The game of "spot the character actor" is always a fun one to play, and this time, we get "Rags" Ragland and Donald Meek. A younger Zero Mostel also shows up, as an irritating fortune teller. The full cast list at IMDb claims that a young Ava Gardner plays an extra, while Lana Turner makes a cameo appearance -- although truth be told, I don't remember either.

Thanks to the popularity of Lucille Ball, Du Barry Was a Lady is also available on DVD, if you miss tonight's TCM showing. It's a pleasant way to pass an hour and forty minutes, but it's not a "great" movie.

Tuesday, July 22, 2008

Night Must Fall

TCM's "Star of the Month" for July has been Rosalind Russell; every Tuesday night in July TCM is showing movies starring this actress. Tonight's prime time salute kicks off with the 1937 movie Night Must Fall, at 8:00 PM ET.

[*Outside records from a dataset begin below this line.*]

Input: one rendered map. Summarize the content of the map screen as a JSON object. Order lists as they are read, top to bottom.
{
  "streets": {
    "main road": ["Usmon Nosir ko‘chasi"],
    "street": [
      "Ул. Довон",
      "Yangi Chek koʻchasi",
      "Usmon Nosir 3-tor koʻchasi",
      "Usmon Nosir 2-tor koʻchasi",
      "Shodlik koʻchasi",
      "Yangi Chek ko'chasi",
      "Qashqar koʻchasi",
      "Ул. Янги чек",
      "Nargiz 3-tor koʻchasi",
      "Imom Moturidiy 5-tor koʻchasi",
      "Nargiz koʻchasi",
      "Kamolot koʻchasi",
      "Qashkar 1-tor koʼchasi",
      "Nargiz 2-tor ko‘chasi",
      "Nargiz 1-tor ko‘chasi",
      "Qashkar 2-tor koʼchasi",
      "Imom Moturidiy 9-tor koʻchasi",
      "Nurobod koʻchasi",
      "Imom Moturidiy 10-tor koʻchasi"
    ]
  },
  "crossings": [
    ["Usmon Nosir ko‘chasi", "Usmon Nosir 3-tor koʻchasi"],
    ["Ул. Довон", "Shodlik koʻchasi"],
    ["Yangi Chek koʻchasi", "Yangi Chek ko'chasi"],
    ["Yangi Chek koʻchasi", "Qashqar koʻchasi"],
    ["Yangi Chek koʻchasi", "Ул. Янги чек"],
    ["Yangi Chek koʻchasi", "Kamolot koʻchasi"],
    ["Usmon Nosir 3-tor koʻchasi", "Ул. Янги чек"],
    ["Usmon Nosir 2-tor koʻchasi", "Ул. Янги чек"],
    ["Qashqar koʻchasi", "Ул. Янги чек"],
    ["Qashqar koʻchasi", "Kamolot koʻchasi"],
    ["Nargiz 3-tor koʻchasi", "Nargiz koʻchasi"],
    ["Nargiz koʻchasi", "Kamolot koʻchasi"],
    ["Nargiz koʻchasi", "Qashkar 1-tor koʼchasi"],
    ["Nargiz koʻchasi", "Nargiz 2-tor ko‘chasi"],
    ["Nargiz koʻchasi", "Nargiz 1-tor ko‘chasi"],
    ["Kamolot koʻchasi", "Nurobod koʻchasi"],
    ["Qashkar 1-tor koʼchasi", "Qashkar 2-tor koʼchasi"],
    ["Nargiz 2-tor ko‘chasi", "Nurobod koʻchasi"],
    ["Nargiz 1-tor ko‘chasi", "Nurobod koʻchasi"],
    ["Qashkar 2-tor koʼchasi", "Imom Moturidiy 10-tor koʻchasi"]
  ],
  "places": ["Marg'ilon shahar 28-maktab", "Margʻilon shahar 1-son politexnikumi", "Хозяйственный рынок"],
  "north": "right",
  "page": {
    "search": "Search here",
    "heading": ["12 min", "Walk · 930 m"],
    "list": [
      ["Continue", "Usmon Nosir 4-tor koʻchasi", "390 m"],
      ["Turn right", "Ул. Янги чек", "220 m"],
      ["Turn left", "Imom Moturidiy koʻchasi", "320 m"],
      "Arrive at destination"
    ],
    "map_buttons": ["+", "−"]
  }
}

The star of Night Must Fall is not Russell, but the elegant Robert Montgomery. Montgomery plays Danny, a suave man with a hatbox who walks into the lives of the elderly, wheelchair-bound Mrs. Bramson (played by Dame May Whitty) and Bramson's niece Olivia (that's Rosalind Russell). Olivia has been taking care of her aunt, but when Danny appears on the scene, he states that he's willing to help. Mrs. Bramson seems taken with the charming Danny, and is perfectly willing for him to take over since she doesn't want Olivia to become an old maid. Olivia is somewhat smitten with Danny romantically, but she also suspects that there's something not quite right about Danny, especially when she finds out that there's been another old lady murdered in the area. Indeed, we soon find out that Mrs. Bramson has a substantial sum of money lying around the house, and when Danny finds out about this, he's after the money. However, there's more to Danny than just wanting the money....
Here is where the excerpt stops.